Quando começou essa epidemia, virei a louca do álcool em gel. Passei tantos e de tantas marcas diferentes que desenvolvi uma reação alérgica e fiquei com a pele toda empipocada e com feridas. Quando eu assistia a alguma matéria sobre o coronavírus ou tinha picos de achar que eu estava com o vírus, passava uma quantidade excessiva no corpo, até atrás da orelha. Chegava a gastar um pote médio em três dias. Fiz uma consulta virtual com a dermatologista que me indicou um tratamento.

Estou tomando medicações via oral para controlar o estrago que fiz na minha pele.

Fui demitida do emprego devido aos efeitos da crise causados pela pandemia. Com esse tempo livre, os sintomas do TOC ficaram ainda mais potencializados. Passo a maior parte do dia tendo pensamentos de que posso ter contraído o vírus e fazendo limpeza.

Moro com meus pais. Como eles são idosos, fumantes e estão no grupo de risco, eu que vou ao mercado e à farmácia. A sensação de ter que sair é angustiante e aflitiva. Tenho que rezar dez vezes, fazer o sinal da cruz dez vezes, encostar na imagem de algum santo para ter alguma proteção.

Se eu não fizer isso, sinto que alguma coisa de ruim vai acontecer comigo.

Sempre saio com tudo esquematizado, de cabelo preso, máscara e luva. Saio bem cedo ou à noite, geralmente nos horários com um fluxo menor de pessoas. Me mantenho afastada o máximo possível e não converso com ninguém. Quando vou ao mercado, levo minha sacola ecológica ou meu carrinho de feira. Se tem algum corredor com muita gente, por exemplo, vou para outro mais vazio e volto só depois.

Quando chego no meu apartamento, faço todo um ritual de limpeza. Tiro meu tênis e deixo sob um pano com cândida no hall. Depois coloco de molho e lavo. Coloco as roupas para lavar na máquina com sabão em pó, lisoform e desinfetante. Lavo as mãos até o antebraço, entre os dedos e as unhas por 20 segundos. Seco e passo álcool em gel.

Em média, lavo as mãos umas 30 vezes por dia.

Deixo as compras no corredor e vou tomar um banho que geralmente demora 40 minutos. Passo o sabonete no corpo de quatro a seis vezes, sempre em número pares. Me troco, pego as compras e levo tudo para a cozinha.

Lavo todas as embalagens com água e sabão, depois passo álcool 70% e mais os produtos de limpeza hospitalar. Higienizo todos os produtos, um por um: todas as caixas de leite, de suco e por aí vai. O problema é que às vezes eu acho que não limpei o suficiente, aí repito todo o processo e lavo tudo de novo. Se eu não faço, isso me perturba, me dá uma sensação de desespero, de agonia. Depois que faço sinto um alívio.
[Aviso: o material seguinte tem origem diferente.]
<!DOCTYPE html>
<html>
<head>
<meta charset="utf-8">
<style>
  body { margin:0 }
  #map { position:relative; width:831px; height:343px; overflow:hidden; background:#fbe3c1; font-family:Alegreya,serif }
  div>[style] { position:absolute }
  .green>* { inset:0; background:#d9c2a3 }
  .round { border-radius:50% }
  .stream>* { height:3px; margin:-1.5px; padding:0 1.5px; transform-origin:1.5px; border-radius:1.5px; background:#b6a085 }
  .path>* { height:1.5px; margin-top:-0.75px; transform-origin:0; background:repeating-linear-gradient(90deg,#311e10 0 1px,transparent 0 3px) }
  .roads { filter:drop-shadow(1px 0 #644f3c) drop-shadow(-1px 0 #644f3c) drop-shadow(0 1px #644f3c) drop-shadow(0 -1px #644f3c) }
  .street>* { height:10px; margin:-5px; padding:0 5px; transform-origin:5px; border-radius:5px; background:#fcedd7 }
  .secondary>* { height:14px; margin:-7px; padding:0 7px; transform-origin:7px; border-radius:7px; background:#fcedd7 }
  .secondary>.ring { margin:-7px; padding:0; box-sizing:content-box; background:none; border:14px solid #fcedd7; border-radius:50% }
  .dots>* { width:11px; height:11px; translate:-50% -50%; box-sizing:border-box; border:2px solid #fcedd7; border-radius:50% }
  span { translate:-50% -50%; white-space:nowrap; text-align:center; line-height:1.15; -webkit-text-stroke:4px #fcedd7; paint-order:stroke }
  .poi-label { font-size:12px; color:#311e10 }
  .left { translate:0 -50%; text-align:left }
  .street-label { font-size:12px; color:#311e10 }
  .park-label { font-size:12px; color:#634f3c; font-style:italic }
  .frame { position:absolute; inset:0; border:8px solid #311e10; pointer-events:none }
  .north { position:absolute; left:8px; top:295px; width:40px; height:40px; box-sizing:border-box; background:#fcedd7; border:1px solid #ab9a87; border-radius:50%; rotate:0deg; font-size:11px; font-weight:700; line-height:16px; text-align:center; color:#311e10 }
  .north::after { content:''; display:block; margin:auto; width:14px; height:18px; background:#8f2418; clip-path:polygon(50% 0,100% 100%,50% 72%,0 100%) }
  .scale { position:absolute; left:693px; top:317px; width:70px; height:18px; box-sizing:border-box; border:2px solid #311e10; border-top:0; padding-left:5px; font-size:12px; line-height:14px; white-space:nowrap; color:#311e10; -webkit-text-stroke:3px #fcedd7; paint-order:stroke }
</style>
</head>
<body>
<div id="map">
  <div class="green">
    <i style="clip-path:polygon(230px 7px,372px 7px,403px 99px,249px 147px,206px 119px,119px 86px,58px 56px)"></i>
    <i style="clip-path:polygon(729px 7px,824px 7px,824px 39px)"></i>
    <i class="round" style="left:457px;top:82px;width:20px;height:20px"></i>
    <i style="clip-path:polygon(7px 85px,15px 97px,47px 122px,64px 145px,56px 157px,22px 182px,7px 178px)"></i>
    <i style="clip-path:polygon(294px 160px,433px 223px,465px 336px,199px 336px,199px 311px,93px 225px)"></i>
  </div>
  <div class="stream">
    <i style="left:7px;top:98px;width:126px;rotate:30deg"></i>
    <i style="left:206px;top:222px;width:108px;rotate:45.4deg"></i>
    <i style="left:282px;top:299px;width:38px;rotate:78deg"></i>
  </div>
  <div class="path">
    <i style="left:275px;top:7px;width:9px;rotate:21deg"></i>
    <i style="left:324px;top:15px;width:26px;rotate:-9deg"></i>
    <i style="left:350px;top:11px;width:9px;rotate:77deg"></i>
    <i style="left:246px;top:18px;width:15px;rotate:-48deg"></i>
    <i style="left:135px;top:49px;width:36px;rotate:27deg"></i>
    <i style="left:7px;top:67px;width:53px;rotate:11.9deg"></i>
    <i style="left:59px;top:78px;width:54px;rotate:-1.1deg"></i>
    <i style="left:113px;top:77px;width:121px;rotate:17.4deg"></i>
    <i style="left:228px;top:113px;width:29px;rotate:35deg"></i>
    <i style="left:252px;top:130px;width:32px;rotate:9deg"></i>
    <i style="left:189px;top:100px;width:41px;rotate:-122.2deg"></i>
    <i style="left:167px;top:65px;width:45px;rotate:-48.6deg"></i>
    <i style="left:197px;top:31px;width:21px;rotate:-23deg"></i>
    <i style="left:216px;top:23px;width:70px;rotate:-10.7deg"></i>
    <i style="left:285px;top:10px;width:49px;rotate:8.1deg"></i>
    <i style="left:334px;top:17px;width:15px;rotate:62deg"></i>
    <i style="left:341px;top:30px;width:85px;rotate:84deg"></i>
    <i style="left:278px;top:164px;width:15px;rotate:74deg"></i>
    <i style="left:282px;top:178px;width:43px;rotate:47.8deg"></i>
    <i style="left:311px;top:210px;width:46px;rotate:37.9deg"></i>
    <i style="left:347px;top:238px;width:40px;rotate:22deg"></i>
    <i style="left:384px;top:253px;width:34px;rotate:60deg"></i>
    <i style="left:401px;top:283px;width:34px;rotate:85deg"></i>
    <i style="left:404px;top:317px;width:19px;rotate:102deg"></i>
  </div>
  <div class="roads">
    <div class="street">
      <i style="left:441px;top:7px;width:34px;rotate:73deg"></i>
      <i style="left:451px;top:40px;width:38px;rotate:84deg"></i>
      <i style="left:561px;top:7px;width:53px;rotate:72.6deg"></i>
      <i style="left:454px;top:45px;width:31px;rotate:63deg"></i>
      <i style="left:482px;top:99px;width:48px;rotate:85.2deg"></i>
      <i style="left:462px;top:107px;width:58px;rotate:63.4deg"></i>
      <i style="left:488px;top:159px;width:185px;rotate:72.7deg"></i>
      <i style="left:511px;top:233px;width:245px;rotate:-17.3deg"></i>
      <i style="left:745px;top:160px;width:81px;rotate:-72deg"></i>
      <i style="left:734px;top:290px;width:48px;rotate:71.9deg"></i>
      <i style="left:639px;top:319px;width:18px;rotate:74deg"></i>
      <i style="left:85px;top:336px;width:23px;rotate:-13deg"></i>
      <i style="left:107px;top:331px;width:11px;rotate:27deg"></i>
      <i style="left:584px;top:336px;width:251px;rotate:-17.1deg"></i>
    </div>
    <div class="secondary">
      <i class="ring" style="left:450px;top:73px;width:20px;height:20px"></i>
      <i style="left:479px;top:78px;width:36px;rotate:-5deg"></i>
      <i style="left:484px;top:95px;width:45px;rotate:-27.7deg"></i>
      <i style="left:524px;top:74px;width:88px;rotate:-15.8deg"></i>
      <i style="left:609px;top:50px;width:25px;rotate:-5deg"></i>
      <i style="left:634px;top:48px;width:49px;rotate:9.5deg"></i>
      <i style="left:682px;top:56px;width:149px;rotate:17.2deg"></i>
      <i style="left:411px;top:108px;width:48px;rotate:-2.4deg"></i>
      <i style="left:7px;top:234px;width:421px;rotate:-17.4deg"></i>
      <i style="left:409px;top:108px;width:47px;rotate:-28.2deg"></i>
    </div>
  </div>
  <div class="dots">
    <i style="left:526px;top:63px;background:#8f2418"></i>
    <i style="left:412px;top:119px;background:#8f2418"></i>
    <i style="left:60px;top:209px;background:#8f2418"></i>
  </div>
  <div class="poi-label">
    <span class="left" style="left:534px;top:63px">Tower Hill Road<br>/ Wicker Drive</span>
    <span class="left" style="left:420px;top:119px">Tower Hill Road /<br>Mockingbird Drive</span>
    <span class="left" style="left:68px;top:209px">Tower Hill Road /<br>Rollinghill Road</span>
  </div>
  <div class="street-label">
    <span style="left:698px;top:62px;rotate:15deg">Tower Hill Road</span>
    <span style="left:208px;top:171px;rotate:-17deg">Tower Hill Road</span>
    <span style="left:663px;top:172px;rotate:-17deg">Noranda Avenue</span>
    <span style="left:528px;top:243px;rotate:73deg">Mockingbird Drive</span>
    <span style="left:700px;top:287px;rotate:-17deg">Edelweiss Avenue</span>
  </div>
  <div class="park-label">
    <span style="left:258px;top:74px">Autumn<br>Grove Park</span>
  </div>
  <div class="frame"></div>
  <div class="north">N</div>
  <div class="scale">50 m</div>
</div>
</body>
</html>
Além disso, lavo, esfrego e deixo secar todas as sacolas, tanto as ecológicas quanto aquelas de plástico do mercado. É um processo supercansativo e demorado, que leva uma tarde toda. Após terminar a higienização, limpo a casa, tiro o pó, passo pano e tomo outro banho porque me sinto suja e também para descartar todas as possibilidades ter ficado com algum resquício do vírus.

Eu não fazia nada disso antes da pandemia, mas passei a fazer para diminuir os riscos.
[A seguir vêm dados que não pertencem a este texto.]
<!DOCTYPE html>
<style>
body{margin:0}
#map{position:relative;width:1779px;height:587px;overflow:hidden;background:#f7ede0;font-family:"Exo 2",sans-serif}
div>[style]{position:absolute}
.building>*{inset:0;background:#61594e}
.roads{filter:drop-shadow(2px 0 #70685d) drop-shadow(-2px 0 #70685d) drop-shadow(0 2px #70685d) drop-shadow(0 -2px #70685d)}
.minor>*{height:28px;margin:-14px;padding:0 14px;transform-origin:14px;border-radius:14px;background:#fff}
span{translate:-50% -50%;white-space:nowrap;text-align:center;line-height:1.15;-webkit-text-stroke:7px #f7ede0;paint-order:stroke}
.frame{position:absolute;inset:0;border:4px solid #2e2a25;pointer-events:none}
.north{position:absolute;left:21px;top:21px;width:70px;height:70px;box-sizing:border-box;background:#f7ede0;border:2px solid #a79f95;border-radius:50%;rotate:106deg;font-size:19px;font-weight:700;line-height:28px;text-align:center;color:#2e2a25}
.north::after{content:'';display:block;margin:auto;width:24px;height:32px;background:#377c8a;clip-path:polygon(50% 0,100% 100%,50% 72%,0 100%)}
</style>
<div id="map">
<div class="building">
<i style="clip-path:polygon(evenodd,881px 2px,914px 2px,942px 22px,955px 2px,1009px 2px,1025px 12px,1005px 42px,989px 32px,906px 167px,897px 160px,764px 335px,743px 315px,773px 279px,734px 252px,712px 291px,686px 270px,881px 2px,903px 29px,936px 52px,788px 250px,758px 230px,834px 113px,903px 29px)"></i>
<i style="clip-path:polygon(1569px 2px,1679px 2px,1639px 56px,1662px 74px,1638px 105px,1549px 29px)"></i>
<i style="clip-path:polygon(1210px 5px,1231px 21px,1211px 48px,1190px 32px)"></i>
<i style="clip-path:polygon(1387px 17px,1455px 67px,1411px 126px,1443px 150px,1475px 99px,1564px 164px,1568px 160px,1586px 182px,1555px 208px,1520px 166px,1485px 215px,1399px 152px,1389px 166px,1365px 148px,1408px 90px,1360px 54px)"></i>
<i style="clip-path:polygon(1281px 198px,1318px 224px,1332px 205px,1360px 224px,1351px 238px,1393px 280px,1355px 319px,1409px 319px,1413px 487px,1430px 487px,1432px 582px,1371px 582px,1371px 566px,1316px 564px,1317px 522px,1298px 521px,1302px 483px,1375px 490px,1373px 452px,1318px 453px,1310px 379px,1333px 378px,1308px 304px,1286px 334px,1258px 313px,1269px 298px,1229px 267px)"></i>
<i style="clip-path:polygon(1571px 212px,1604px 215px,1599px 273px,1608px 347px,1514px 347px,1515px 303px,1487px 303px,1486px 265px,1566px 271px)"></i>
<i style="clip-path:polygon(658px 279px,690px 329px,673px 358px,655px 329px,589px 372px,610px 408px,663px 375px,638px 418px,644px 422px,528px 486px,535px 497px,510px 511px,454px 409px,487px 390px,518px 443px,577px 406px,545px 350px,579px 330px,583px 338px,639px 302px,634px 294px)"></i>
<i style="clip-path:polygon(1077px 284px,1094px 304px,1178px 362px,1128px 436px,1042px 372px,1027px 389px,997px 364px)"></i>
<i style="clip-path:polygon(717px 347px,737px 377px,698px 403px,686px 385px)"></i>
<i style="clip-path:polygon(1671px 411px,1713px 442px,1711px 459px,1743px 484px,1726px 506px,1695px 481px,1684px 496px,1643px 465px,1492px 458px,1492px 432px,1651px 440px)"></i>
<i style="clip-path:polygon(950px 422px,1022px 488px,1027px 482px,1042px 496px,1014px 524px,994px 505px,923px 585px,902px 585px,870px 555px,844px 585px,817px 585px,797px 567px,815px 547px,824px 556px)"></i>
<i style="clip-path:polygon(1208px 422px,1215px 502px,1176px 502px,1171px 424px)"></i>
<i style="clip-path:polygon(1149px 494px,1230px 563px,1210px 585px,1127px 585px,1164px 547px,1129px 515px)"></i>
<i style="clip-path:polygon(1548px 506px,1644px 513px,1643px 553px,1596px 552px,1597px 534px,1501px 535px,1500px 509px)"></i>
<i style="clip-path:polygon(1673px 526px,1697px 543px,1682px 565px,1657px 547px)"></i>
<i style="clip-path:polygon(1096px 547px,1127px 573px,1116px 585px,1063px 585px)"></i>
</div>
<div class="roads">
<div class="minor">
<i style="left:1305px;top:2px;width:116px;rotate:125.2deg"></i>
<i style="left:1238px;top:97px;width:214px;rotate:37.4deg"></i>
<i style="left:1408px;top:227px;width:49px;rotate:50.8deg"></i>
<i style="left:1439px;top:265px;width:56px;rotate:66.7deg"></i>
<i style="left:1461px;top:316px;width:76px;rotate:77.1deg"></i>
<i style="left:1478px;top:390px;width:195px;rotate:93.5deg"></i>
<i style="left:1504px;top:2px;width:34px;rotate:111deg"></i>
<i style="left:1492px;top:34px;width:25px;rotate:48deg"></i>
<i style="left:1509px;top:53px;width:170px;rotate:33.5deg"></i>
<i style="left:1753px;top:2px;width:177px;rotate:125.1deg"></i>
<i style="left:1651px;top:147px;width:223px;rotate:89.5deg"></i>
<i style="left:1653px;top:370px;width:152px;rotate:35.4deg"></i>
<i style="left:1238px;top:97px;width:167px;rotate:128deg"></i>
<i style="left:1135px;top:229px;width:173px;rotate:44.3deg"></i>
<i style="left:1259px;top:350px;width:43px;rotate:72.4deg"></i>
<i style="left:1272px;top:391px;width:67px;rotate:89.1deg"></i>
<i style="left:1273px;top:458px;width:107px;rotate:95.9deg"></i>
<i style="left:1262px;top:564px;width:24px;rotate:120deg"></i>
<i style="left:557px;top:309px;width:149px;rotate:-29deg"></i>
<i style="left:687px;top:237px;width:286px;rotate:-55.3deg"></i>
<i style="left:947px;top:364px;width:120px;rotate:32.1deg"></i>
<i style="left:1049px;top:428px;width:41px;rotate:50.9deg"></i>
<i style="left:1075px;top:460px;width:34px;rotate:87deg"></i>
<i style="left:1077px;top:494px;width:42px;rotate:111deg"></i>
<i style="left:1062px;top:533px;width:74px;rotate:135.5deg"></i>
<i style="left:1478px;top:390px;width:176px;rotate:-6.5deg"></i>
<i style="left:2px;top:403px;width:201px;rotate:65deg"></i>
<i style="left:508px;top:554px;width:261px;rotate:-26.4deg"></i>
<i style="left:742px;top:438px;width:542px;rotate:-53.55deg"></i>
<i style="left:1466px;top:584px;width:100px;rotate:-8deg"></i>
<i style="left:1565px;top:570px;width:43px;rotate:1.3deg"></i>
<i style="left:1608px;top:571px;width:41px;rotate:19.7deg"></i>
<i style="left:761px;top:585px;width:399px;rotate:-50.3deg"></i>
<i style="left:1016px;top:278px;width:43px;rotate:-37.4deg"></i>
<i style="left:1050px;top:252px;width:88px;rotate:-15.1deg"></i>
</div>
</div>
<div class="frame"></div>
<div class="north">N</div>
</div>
Mesmo com um dia exaustivo como esse, em que meu corpo e mente estão superfatigados, eu não consigo desacelerar à noite e sofro com insônia causada por uma ansiedade muito grande. É horrível, fico pensando na falta de leitos no hospital, com medo desse vírus atingir alguém da minha família, de alguém estar infectado no prédio onde eu moro e não querer contar.

Já perdi as contas de quantas vezes achei que estivesse contaminada. Tenho rinite, é comum eu ter sintomas gripais, como espirro e nariz escorrendo. Isso já é o suficiente para criar na minha cabeça a ilusão de que estou com coronavírus. Tenho que me policiar para voltar à realidade e dizer para mim mesma que é só uma crise de rinite e que eu trato isso há anos.
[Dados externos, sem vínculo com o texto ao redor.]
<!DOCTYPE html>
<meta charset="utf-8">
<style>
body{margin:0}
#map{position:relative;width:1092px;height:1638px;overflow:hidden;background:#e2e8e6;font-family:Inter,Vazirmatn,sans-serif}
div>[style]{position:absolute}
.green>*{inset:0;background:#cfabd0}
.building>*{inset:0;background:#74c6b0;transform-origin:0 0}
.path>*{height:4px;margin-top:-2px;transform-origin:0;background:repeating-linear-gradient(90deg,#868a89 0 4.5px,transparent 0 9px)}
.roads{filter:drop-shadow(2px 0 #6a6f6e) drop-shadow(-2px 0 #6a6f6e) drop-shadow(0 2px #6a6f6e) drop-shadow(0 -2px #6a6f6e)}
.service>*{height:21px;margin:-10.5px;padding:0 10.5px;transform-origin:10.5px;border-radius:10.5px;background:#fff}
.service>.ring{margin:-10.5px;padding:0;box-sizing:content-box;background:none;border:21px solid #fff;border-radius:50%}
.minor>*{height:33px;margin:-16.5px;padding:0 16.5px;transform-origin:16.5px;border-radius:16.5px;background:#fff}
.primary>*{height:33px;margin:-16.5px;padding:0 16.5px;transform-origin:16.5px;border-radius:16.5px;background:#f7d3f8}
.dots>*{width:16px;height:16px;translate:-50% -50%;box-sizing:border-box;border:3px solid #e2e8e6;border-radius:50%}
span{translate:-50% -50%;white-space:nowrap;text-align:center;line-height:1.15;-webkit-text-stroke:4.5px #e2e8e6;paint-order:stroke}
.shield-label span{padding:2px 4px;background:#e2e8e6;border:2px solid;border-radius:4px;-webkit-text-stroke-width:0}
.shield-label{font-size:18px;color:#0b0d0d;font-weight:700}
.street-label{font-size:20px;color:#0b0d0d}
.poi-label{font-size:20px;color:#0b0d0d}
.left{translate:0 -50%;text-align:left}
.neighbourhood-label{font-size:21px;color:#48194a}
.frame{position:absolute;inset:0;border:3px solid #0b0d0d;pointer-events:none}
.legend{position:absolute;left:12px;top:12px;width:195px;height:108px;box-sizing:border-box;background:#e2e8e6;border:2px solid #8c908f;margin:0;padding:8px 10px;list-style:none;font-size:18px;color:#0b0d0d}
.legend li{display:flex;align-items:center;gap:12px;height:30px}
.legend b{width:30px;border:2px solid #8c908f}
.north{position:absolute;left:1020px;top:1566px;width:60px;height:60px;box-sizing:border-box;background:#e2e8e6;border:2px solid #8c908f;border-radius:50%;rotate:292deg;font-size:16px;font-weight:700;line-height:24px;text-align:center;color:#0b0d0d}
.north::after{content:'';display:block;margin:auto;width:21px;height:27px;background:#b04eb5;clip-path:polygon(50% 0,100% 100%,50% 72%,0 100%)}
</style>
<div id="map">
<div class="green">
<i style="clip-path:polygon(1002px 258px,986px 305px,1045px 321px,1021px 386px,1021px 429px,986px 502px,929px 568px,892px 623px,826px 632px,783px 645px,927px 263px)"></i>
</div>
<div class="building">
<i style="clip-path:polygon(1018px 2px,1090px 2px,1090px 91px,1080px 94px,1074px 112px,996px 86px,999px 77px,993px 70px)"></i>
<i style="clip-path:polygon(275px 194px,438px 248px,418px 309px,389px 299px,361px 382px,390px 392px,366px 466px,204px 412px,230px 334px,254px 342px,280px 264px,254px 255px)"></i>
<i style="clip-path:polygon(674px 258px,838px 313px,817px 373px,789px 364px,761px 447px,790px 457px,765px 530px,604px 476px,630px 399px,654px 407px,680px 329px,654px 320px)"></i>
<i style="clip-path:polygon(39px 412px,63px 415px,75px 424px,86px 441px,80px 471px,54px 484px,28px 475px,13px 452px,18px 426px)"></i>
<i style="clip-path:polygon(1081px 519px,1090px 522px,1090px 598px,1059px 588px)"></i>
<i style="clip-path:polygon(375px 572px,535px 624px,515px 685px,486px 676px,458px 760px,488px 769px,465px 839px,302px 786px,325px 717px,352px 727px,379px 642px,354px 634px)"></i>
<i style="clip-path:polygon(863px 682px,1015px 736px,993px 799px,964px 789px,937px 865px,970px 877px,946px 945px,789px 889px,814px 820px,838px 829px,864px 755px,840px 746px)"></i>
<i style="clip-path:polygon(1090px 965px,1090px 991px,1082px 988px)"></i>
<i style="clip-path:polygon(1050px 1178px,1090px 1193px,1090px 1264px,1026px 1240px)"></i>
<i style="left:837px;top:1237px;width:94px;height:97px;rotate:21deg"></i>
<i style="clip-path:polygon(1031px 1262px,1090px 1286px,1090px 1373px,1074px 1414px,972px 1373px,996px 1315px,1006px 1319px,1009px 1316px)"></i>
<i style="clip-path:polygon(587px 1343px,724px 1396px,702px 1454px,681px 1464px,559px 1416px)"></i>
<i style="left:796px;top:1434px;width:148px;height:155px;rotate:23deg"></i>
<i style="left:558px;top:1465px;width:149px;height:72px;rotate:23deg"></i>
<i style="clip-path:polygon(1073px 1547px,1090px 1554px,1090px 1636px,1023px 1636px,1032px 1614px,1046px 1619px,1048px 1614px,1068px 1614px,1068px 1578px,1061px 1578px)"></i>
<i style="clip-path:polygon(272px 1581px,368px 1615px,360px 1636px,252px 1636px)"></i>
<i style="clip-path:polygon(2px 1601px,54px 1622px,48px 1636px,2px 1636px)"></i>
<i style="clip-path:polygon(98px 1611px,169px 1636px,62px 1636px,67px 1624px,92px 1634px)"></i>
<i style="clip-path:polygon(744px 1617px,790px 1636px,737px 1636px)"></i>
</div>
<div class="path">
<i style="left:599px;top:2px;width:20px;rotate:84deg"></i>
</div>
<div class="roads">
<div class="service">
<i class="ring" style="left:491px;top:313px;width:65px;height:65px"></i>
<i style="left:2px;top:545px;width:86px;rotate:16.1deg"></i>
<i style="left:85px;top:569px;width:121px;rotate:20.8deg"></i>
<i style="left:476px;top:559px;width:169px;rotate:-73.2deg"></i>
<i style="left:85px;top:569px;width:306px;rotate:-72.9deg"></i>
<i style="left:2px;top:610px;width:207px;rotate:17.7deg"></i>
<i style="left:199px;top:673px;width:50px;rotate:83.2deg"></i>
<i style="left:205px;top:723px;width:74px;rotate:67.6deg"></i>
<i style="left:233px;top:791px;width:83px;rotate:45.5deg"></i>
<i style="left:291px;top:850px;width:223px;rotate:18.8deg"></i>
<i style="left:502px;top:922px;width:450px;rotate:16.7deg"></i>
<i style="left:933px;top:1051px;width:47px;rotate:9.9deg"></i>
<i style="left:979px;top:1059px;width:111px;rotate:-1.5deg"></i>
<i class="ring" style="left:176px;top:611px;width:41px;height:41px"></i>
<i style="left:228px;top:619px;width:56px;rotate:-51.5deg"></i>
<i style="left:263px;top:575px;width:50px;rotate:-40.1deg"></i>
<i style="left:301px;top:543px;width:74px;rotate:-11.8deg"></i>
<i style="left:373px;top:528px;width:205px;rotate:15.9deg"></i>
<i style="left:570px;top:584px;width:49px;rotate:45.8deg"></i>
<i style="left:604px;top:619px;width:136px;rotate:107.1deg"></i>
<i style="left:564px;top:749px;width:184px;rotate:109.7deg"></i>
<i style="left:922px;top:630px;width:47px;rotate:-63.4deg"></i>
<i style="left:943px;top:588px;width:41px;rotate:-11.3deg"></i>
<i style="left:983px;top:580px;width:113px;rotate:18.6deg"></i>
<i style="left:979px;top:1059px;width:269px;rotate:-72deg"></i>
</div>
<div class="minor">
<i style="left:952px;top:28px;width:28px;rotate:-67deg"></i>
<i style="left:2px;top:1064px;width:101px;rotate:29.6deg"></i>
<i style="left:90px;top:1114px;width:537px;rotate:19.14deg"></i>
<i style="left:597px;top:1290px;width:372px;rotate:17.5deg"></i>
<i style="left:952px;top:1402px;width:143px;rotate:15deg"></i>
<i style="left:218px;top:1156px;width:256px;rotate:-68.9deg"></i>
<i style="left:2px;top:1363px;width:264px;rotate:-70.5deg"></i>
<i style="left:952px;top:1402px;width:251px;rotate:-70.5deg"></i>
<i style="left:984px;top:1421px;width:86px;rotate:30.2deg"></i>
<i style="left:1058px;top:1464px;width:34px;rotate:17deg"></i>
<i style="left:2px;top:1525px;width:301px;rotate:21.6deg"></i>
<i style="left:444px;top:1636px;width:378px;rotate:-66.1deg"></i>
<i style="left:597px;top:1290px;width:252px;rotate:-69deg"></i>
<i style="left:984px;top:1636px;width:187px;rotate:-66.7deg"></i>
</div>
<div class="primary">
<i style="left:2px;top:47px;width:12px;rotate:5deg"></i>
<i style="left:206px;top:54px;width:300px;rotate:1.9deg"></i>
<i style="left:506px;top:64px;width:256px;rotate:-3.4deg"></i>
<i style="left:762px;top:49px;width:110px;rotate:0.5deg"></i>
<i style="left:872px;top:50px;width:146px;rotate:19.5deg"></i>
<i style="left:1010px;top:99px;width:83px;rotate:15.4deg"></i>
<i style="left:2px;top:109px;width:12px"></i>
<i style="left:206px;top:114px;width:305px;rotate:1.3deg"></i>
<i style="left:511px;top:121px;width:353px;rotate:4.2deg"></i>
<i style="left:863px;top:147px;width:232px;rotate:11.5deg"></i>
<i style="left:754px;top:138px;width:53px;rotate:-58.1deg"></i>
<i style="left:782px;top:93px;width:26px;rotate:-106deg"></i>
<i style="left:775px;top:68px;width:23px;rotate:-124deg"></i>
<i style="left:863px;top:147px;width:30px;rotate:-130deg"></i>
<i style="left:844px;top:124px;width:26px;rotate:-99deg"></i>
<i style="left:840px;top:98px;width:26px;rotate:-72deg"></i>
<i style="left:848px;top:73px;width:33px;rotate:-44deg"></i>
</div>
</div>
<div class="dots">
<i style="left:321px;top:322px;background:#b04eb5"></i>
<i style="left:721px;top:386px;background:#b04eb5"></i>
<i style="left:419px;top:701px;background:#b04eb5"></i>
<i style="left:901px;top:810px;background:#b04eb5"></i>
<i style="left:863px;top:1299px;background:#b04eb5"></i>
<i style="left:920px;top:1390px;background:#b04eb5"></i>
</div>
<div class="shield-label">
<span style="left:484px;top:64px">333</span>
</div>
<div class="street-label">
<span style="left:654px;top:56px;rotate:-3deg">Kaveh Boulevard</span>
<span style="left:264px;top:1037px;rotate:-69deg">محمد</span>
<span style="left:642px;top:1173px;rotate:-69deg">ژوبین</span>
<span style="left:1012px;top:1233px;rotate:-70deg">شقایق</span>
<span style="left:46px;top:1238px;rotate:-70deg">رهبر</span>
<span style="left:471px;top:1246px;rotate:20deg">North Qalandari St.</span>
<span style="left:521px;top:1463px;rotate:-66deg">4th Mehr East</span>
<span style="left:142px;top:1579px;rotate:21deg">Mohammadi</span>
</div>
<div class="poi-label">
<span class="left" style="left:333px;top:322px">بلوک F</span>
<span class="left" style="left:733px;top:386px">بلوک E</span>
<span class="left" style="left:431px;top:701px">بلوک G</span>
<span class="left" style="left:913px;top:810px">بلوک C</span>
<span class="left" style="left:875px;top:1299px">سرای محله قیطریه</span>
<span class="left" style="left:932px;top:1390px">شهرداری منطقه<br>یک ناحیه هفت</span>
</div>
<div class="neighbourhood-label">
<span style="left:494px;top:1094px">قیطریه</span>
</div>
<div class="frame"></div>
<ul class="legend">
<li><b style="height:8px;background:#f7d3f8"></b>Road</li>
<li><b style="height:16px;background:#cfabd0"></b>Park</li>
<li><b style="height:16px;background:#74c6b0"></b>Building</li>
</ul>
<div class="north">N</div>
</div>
Além do cuidado dentro de casa, eu e alguns vizinhos produzimos um documento no condomínio pedindo para que, além da limpeza feita pelos funcionários, cada família se responsabilizasse pela higienização dos halls e do elevador. Cada morador tem que passar pano com lisoform e desinfetante no chão dos corredores de cada andar. O elevador é uma grande fonte de contaminação, por isso, eu aperto o botão com o cotovelo, e passo um lenço umedecido de álcool 70% em tudo o que toco.

Racionalmente pensando e conversando com a minha terapeuta, sei que é preciso ter cuidado, mas que não é necessário fazer tudo isso. Todo esse excesso tem me causado muito sofrimento, mas é algo que não consigo controlar. Quando vou ver já estou fazendo."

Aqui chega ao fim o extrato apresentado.